(Stored data)
▬▬▬▬▬▬▬▬▬▬

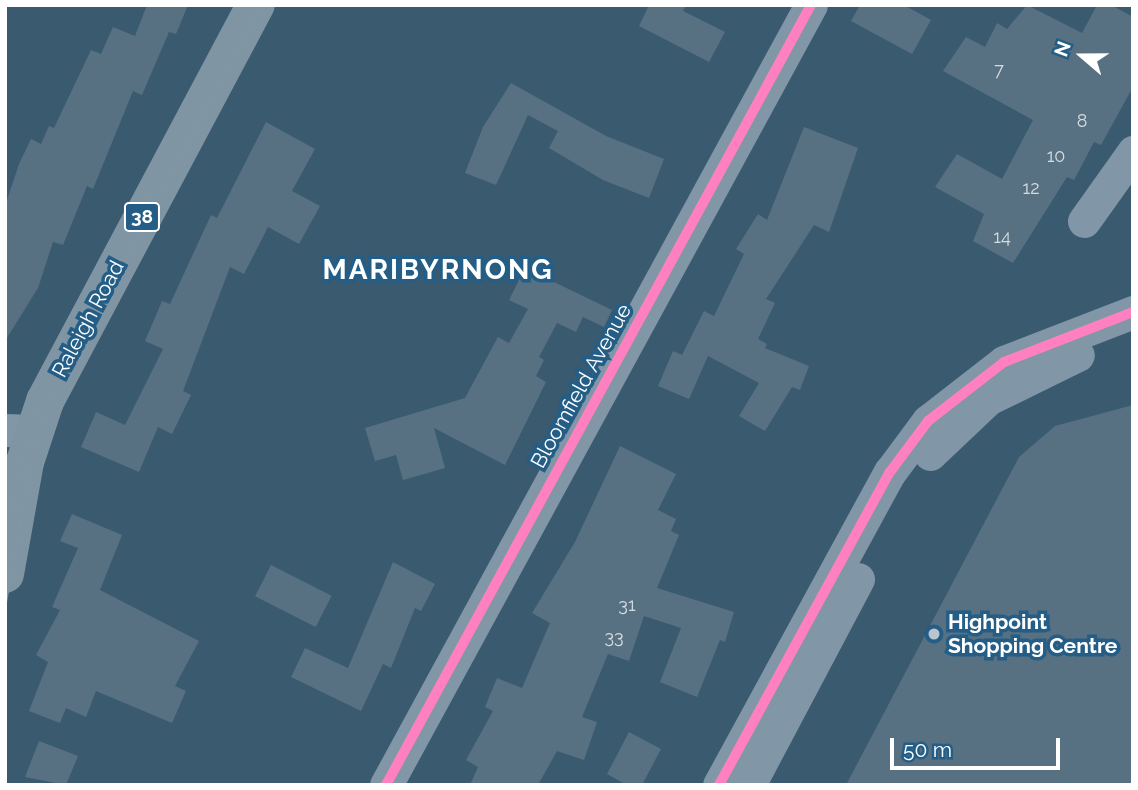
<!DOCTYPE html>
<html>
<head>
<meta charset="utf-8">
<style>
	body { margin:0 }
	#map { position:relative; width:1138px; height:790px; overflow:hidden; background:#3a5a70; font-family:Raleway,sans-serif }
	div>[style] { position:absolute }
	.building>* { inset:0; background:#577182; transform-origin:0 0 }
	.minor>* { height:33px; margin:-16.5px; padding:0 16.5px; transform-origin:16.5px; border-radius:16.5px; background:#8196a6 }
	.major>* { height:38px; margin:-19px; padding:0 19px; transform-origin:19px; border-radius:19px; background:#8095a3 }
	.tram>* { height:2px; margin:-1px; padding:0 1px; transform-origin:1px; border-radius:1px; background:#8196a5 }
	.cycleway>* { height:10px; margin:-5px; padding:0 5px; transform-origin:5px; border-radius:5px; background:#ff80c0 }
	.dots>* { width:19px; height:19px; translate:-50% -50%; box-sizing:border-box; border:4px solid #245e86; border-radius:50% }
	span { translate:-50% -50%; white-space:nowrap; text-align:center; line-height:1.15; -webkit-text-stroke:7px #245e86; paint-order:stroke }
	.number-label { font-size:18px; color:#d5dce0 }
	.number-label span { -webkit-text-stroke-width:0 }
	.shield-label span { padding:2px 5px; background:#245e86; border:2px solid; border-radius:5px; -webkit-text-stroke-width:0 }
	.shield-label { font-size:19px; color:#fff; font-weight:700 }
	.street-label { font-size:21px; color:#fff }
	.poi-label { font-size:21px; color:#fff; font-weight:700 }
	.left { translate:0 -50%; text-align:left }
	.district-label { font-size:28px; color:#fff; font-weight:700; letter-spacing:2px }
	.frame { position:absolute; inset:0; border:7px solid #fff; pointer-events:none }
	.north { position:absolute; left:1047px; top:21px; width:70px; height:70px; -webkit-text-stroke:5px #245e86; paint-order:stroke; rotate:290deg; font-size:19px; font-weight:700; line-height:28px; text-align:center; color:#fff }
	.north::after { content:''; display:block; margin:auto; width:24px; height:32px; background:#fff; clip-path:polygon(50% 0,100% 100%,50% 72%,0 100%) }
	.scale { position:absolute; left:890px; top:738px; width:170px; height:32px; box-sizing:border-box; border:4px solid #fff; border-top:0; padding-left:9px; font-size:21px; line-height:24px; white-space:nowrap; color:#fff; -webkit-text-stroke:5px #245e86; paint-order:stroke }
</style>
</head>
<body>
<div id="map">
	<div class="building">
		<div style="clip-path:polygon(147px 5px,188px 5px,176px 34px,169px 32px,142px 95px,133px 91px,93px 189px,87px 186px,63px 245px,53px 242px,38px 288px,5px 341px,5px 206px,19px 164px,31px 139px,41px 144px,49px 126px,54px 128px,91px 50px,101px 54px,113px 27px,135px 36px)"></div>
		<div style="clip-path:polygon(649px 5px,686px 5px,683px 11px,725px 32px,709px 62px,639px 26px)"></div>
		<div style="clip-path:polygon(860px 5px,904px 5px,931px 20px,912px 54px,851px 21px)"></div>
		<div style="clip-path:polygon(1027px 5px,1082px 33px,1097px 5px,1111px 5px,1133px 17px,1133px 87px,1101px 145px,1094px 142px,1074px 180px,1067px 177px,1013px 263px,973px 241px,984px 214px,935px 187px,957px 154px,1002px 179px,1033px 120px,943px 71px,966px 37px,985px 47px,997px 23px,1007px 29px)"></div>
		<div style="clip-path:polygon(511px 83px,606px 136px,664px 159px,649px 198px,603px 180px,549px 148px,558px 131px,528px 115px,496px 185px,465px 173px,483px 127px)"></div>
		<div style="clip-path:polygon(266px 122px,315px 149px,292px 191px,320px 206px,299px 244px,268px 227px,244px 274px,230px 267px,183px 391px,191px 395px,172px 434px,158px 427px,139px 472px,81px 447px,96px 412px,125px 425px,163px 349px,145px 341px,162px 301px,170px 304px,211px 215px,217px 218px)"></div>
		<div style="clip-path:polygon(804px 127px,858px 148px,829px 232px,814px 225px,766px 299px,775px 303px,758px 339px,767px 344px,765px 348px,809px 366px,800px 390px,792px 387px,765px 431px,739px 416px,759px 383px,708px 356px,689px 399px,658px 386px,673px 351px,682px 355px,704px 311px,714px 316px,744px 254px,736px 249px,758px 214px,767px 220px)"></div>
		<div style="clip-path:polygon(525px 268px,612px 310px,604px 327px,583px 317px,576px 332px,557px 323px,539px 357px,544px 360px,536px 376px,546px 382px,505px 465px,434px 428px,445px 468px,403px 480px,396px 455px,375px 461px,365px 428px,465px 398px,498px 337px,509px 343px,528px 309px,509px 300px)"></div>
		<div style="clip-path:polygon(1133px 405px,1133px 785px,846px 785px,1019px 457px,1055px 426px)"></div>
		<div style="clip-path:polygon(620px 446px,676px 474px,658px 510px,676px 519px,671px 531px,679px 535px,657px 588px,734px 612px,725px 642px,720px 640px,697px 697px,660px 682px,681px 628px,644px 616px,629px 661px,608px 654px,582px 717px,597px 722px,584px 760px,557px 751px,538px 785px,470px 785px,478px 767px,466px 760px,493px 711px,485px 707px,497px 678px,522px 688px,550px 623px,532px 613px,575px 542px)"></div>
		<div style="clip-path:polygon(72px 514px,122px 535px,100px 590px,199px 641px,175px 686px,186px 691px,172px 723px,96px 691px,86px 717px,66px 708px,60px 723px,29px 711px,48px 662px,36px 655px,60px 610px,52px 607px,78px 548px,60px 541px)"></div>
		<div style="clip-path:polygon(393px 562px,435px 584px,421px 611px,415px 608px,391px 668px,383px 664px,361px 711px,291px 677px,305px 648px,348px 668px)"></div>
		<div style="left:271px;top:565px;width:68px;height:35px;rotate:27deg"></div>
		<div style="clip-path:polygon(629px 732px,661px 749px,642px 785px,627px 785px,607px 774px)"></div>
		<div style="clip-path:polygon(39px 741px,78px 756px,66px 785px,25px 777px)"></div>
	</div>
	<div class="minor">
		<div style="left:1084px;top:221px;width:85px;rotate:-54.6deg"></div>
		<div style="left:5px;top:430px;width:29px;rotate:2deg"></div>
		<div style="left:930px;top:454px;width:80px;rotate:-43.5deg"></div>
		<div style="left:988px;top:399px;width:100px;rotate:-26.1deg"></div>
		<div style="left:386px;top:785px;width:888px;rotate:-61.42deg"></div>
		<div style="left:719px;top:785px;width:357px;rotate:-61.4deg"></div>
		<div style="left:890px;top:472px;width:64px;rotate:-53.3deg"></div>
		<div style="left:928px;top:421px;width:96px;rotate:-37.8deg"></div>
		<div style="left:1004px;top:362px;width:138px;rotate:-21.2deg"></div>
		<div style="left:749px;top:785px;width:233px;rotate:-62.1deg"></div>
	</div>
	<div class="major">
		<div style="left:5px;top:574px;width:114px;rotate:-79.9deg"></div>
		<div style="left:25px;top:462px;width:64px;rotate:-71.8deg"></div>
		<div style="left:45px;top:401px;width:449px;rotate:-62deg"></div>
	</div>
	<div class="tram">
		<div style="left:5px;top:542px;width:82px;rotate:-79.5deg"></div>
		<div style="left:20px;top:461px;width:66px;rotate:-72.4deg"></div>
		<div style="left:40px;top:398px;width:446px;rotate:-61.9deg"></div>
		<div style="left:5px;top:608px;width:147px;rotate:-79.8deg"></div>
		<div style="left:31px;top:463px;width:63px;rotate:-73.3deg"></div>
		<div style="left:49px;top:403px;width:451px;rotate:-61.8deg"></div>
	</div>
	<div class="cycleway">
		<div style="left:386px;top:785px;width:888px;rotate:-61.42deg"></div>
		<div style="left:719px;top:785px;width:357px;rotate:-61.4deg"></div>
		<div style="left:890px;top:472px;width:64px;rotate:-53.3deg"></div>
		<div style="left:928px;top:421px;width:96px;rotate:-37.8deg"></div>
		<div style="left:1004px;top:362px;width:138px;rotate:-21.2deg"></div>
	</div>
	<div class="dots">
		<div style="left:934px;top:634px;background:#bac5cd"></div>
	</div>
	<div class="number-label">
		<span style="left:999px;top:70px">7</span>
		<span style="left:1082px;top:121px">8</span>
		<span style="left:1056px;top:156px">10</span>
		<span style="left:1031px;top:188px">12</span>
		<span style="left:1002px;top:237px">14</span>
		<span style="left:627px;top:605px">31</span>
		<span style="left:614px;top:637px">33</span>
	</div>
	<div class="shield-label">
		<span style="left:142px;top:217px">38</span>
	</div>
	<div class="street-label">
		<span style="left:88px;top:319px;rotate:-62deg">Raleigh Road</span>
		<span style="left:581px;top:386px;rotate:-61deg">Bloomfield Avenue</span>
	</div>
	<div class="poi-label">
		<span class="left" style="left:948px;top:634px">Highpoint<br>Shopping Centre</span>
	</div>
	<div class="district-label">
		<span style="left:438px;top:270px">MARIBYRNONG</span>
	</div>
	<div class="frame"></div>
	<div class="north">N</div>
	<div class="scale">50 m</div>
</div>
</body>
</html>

▬▬▬▬▬▬▬▬▬▬

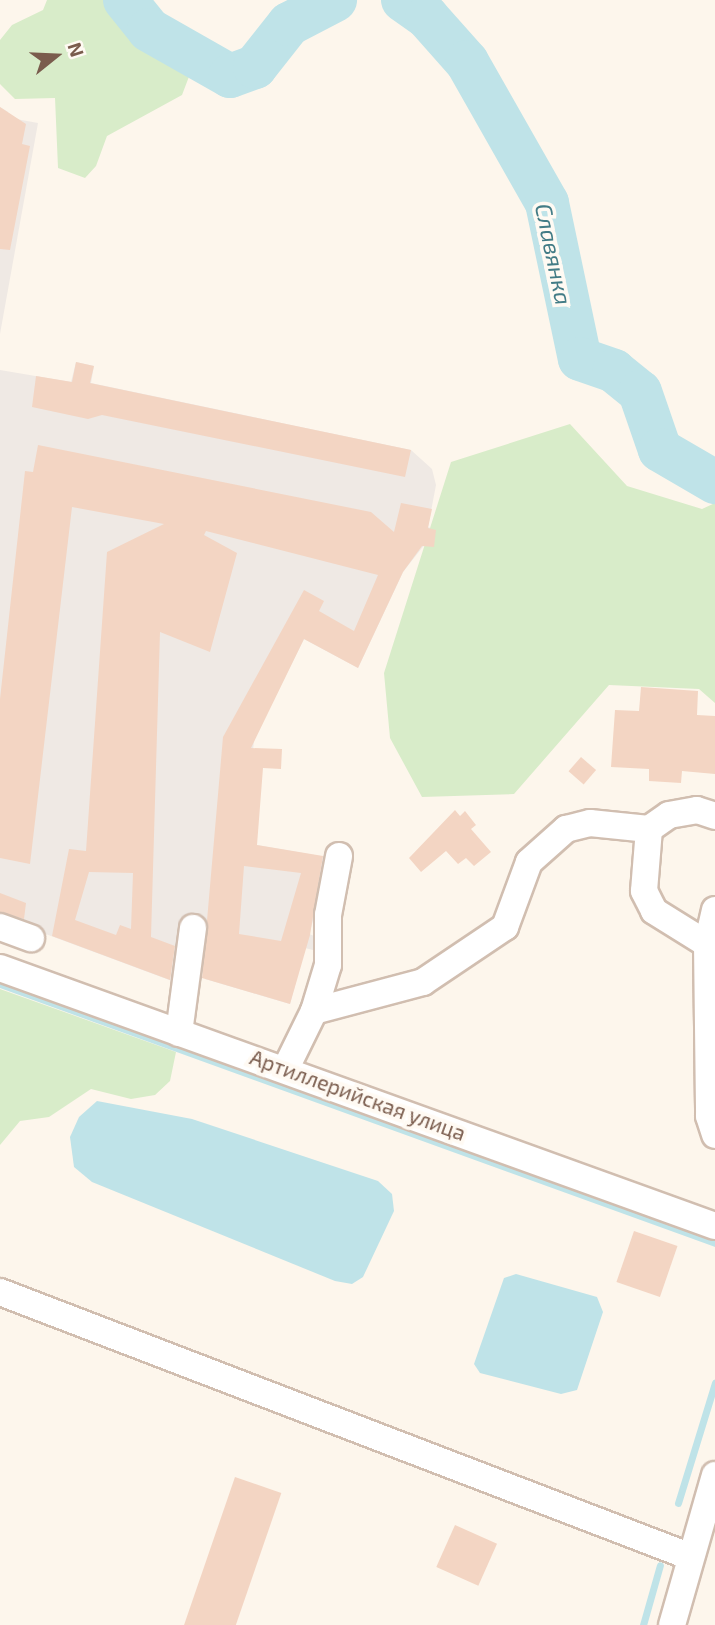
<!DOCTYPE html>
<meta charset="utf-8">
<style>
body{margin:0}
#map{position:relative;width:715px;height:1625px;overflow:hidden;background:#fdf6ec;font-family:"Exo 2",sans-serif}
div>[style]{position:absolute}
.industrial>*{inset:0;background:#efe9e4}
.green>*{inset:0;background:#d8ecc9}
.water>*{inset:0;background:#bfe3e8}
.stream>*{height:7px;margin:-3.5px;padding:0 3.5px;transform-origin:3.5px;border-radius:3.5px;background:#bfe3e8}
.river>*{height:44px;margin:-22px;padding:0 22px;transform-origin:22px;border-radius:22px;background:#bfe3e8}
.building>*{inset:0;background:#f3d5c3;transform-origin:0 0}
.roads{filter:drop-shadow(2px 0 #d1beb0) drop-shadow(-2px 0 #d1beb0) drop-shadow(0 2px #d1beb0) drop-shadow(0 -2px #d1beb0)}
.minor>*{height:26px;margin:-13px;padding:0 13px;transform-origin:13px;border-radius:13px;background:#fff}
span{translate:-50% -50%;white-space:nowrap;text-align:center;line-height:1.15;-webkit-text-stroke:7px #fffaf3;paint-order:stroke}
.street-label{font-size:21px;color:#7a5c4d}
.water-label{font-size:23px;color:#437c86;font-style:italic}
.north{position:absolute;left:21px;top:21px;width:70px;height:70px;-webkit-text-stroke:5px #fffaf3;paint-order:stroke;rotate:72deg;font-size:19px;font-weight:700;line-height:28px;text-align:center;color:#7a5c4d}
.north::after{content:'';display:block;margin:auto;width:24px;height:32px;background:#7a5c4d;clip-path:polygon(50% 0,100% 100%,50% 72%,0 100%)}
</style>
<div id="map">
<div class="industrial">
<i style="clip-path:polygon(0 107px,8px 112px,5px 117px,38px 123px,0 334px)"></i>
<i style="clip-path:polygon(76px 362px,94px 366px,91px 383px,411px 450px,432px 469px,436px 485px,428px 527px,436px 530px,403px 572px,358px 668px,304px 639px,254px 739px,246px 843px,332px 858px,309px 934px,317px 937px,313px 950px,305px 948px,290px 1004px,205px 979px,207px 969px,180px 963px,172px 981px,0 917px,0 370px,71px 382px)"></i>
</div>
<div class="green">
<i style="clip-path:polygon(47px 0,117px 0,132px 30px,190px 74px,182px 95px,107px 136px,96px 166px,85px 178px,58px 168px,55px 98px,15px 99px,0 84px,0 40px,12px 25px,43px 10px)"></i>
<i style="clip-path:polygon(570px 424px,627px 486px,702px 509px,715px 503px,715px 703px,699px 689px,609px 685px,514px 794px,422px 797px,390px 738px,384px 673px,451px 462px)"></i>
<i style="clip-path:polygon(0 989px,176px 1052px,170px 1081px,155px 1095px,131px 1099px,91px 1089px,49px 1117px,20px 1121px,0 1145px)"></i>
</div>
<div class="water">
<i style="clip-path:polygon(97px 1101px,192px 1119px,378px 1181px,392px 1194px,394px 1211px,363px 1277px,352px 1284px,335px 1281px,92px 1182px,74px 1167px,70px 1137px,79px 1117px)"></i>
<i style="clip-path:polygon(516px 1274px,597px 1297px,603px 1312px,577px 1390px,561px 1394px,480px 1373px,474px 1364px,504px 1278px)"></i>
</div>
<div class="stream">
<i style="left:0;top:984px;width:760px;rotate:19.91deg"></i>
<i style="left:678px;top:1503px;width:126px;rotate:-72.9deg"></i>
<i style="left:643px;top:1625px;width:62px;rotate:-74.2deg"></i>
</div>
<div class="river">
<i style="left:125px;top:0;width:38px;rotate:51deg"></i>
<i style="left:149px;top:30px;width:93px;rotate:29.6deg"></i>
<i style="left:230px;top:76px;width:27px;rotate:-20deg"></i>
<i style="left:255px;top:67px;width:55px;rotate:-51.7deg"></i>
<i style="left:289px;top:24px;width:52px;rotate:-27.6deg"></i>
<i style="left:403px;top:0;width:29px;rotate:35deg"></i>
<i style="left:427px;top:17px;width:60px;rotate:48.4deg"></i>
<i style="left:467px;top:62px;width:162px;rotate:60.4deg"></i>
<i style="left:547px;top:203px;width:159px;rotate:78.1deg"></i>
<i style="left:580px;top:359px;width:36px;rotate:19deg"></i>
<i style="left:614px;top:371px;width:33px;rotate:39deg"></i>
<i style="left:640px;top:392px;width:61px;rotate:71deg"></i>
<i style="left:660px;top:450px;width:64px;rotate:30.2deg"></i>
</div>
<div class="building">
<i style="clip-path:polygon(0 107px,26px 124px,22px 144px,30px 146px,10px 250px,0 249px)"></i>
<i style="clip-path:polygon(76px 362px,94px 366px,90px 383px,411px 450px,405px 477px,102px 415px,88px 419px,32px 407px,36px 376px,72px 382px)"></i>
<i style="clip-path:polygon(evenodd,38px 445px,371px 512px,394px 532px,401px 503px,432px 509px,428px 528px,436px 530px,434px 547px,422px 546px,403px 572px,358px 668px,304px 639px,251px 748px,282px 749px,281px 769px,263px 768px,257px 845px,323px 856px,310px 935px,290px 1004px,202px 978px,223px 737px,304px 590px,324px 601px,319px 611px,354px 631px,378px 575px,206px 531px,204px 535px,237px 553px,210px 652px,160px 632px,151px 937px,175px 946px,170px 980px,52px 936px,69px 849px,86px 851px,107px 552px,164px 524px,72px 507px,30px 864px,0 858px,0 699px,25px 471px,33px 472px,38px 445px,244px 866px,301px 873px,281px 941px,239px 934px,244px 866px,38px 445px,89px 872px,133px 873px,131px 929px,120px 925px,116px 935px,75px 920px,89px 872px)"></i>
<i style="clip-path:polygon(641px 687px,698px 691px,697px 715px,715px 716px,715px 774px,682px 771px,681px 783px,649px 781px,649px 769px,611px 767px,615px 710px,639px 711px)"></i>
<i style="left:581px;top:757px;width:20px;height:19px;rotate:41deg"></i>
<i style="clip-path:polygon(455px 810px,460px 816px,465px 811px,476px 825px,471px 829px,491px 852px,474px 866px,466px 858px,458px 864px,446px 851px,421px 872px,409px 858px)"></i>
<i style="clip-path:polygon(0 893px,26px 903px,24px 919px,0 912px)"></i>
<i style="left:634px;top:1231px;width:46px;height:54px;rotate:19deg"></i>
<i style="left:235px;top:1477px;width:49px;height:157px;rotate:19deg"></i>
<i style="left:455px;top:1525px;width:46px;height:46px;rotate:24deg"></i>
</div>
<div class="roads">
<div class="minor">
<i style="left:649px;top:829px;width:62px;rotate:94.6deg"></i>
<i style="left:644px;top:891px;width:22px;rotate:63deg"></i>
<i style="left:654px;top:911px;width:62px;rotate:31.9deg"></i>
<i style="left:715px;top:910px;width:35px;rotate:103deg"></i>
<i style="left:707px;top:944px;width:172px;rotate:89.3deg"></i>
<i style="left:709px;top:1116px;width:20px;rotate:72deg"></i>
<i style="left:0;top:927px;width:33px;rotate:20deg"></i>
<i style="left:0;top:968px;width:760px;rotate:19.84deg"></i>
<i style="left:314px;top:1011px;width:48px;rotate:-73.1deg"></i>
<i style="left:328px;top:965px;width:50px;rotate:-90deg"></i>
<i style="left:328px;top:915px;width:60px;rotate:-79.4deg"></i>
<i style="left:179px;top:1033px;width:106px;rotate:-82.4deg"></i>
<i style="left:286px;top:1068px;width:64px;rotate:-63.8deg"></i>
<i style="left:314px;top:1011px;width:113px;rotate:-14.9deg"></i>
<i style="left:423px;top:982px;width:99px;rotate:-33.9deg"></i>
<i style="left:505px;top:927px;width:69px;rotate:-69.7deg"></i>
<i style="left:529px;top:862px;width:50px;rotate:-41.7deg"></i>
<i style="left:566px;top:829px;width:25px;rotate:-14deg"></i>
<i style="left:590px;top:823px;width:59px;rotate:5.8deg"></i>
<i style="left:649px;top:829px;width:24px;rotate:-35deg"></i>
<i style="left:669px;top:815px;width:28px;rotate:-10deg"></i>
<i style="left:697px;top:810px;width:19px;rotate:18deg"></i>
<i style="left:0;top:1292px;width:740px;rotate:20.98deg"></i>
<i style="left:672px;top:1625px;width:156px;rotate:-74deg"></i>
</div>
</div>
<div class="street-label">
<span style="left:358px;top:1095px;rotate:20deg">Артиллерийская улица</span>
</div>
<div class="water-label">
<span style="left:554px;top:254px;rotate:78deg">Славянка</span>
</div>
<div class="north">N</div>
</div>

▬▬▬▬▬▬▬▬▬▬

** The task **
Reading the records above, count the lines that include "stream" and say only how many.

** Your solution **
2